It’s no surprise that US President Donald Trump would suggest rethinking the refugee deal the Australian government struck with the Obama administration in November. It may indeed go ahead—although the president criticized it, his press secretary said on Thursday afternoon that Trump would respect the arrangement. But that’s by no means certain, and the only real surprise here would be if Prime Minister Malcolm Turnbull of Australia hadn’t foreseen the risk that it might fall apart.
Trump’s suspicion of and hostility toward refugees were evident well before the US election. A week after taking the oath of office, he suspended US refugee admissions for at least 120 days, cut this year’s refugee intake by more than half, and imposed an indefinite ban on all Syrian refugees.
None of this has boded well for the agreement, under which the United States would consider taking some of the 1,250 refugees held by Australia in the neighboring countries of Nauru and Papua New Guinea.
The Australian government badly wants the agreement to go ahead because its “offshore processing” of refugees is becoming increasingly unsustainable. Papua New Guinea’s supreme court has ordered that country’s center shut, and Nauru’s government has repeatedly stated that it expects its arrangement with Australia to be temporary.
The offshore arrangements are also extremely costly. The Australian government hasn’t regularly released detailed expenditure accounts for these operations, but it’s clear from the numbers it has provided that the price tag is at least €240,000 per person per year.

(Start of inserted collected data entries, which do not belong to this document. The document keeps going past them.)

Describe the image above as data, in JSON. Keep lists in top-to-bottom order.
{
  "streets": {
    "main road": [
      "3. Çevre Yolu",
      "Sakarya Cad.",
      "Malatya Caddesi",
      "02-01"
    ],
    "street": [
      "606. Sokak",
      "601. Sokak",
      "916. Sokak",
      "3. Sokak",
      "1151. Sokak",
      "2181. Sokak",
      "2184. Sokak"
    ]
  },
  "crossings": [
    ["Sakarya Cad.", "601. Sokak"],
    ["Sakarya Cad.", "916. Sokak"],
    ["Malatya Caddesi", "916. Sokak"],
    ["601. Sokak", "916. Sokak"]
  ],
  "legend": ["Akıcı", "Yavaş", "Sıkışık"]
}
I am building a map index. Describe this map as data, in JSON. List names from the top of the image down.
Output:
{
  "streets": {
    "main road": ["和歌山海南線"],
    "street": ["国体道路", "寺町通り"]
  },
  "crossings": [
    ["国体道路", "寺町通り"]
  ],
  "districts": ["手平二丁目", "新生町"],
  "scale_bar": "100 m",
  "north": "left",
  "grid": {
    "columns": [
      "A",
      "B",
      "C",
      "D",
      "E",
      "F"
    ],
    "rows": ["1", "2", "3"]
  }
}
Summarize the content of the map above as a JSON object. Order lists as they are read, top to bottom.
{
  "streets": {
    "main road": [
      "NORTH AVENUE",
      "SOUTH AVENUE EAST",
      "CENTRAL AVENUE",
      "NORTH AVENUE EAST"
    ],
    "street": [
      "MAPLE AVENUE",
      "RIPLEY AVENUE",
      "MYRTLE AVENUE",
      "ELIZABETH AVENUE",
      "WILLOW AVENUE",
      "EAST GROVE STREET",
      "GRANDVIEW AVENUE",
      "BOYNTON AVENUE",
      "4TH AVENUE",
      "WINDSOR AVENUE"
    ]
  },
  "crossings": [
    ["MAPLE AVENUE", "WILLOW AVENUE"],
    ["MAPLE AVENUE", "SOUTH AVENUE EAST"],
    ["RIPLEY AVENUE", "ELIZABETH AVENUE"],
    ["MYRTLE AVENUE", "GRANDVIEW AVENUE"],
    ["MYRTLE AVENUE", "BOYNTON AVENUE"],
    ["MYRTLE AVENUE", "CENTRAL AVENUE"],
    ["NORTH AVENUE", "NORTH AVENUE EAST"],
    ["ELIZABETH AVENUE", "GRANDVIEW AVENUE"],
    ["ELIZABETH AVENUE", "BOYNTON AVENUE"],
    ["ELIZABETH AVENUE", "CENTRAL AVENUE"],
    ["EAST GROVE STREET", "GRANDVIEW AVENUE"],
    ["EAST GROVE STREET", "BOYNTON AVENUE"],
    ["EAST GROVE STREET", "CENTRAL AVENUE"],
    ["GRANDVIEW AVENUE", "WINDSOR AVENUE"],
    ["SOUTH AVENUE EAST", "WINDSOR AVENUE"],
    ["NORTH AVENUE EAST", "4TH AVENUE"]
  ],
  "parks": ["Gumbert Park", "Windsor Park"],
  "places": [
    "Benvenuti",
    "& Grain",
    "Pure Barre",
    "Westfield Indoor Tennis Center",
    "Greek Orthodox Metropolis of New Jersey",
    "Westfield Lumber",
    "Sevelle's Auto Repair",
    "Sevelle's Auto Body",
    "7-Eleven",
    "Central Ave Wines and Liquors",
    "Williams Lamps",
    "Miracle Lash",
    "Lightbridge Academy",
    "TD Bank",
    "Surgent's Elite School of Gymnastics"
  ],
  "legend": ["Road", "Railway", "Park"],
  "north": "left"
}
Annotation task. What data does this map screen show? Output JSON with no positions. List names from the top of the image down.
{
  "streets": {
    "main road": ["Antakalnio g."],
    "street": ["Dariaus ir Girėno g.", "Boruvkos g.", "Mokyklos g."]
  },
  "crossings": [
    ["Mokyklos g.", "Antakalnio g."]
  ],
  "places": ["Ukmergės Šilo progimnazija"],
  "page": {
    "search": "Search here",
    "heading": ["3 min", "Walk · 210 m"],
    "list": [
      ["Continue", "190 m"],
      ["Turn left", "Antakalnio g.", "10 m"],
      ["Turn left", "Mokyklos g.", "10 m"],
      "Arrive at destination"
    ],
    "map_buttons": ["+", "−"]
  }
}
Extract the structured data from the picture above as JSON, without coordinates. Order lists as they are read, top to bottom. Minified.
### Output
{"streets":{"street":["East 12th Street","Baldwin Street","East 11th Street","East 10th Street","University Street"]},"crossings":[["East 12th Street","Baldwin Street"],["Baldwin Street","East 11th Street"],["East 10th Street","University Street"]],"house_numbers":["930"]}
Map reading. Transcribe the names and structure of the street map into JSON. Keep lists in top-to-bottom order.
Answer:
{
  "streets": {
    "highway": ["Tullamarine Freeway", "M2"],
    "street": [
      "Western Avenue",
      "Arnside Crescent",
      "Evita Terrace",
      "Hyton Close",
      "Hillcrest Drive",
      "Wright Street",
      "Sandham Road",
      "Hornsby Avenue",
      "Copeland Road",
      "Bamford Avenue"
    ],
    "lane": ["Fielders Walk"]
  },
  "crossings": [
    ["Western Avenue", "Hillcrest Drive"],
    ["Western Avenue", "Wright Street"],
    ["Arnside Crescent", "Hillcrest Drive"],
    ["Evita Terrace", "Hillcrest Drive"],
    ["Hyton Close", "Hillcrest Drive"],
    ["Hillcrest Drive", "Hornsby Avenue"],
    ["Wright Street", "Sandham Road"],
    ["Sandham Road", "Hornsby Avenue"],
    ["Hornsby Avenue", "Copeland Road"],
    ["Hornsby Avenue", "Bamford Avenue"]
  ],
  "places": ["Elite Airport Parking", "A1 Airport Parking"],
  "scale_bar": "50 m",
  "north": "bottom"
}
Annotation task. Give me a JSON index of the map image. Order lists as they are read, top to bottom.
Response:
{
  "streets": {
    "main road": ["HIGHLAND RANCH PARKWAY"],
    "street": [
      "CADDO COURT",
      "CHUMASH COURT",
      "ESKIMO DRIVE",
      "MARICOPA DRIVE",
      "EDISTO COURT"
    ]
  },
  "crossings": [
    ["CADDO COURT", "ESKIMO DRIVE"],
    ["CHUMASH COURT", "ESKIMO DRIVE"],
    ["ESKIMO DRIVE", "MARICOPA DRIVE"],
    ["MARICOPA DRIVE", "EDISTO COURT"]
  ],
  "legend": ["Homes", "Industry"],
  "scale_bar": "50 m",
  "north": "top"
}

Adding to the pressure, the Australian government’s international reputation is suffering over its offshore refugee operation, and rightly so. I’ve been to Australia’s facilities on both Papua New Guinea and Nauru to interview refugees and asylum seekers, and there’s no question that Australia’s offshore operations are causing the refugees real and lasting harm.
Nearly everybody I interviewed on Nauru described high levels of anxiety, trouble sleeping, mood swings, and feelings of listlessness and despondency that began when they were forcibly transferred to the island. Children wet their beds, suffered nightmares, acted out, and in some instances stopped speaking to people outside of their immediate families.
Both children and adults have regularly considered and even attempted suicide. A 15-year-old girl told me that she’d tried to commit suicide twice while on Nauru. “I’m tired of my life,” she said.
A leaked report from the United Nations High Commissioner for Refugees (UNHCR) found that post-traumatic stress disorder and depression “have reached epidemic proportions” among those held in both locations.
“The world’s refugee crisis knows no more sinister exercise in cruelty than Australia’s island prisons,” the New York Times columnist Roger Cohen wrote in December, succinctly summarizing both the human toll of Australia’s policies and the damage they have inflicted on its international standing.
Hoping the lifeline the Obama administration had thrown him would hold, Turnbull persisted with the public claim that the deal was going ahead. That line wore increasingly thin in recent weeks, particularly after his office and Trump’s offered conflicting accounts of their first telephone call.
The brevity of their conversation led reporters to ask if Trump had hung up on Turnbull. Trump himself took to Twitter to describe the agreement as a “dumb deal,” questioning why it had been made.
Despite what the White House press secretary said on Thursday, Australia may now need to be prepared to solve a problem of its own making.
There’s an obvious solution, one that doesn’t depend on the United States and its new president, which would yield substantial savings, and could be implemented immediately: Turnbull could transfer all the refugees and asylum seekers now offshore to Australia.
The prime minister should do exactly that.